Collected data entries:
______________________________

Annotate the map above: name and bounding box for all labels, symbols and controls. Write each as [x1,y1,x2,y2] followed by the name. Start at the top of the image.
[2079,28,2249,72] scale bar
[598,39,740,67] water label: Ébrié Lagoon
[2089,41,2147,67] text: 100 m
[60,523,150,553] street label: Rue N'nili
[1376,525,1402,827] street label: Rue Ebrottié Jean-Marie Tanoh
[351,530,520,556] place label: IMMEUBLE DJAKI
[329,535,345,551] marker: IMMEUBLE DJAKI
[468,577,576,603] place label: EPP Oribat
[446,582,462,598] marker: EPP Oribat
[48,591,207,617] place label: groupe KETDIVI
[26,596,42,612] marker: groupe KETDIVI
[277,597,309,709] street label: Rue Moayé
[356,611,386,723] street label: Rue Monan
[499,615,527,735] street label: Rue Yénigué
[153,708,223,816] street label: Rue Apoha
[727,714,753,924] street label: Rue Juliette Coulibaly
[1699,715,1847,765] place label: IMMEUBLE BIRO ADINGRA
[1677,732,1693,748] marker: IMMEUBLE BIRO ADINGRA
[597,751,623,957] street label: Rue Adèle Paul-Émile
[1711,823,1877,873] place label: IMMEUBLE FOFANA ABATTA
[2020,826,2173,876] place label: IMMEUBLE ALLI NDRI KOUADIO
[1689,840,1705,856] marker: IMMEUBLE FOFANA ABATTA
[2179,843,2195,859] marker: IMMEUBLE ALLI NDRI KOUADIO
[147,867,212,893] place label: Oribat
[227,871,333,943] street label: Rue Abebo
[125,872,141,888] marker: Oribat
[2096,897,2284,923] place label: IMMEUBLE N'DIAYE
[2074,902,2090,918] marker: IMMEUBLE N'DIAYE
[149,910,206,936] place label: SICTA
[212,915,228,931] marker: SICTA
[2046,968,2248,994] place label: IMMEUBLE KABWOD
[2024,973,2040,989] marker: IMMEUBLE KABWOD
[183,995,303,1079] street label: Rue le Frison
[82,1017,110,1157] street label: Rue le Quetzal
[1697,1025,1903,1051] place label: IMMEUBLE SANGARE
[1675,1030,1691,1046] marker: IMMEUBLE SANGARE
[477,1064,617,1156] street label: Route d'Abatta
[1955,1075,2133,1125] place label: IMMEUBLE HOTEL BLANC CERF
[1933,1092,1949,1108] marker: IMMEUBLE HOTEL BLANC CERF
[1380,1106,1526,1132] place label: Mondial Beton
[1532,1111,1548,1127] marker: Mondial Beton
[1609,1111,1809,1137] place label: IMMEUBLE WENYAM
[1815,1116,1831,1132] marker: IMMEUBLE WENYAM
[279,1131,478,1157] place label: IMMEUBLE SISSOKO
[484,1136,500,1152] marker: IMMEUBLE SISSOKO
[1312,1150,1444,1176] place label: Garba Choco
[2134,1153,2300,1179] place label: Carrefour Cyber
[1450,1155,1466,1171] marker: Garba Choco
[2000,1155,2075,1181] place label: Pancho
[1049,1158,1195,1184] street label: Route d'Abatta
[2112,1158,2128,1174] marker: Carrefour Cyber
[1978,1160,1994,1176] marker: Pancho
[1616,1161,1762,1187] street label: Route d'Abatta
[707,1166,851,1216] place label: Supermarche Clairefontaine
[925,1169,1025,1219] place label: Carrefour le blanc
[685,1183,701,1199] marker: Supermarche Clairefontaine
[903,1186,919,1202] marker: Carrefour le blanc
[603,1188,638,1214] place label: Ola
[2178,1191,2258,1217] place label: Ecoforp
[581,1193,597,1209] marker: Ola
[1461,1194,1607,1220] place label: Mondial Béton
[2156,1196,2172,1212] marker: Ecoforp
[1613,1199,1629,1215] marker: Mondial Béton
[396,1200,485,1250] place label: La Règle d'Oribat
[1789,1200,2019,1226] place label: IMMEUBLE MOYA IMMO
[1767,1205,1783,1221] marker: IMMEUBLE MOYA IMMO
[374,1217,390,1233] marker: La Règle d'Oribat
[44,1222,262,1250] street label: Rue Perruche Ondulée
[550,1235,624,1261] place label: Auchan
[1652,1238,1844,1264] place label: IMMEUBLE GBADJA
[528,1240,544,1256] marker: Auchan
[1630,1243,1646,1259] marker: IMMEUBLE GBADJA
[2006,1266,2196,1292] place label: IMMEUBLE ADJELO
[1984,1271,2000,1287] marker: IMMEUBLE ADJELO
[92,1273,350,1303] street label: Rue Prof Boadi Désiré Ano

______________________________

AIM OF THE TASK: Out of the data above, return each line where the word "Carrefour" can be found.

EXERCISE OUTPUT:
[2134,1153,2300,1179] place label: Carrefour Cyber
[2112,1158,2128,1174] marker: Carrefour Cyber
[925,1169,1025,1219] place label: Carrefour le blanc
[903,1186,919,1202] marker: Carrefour le blanc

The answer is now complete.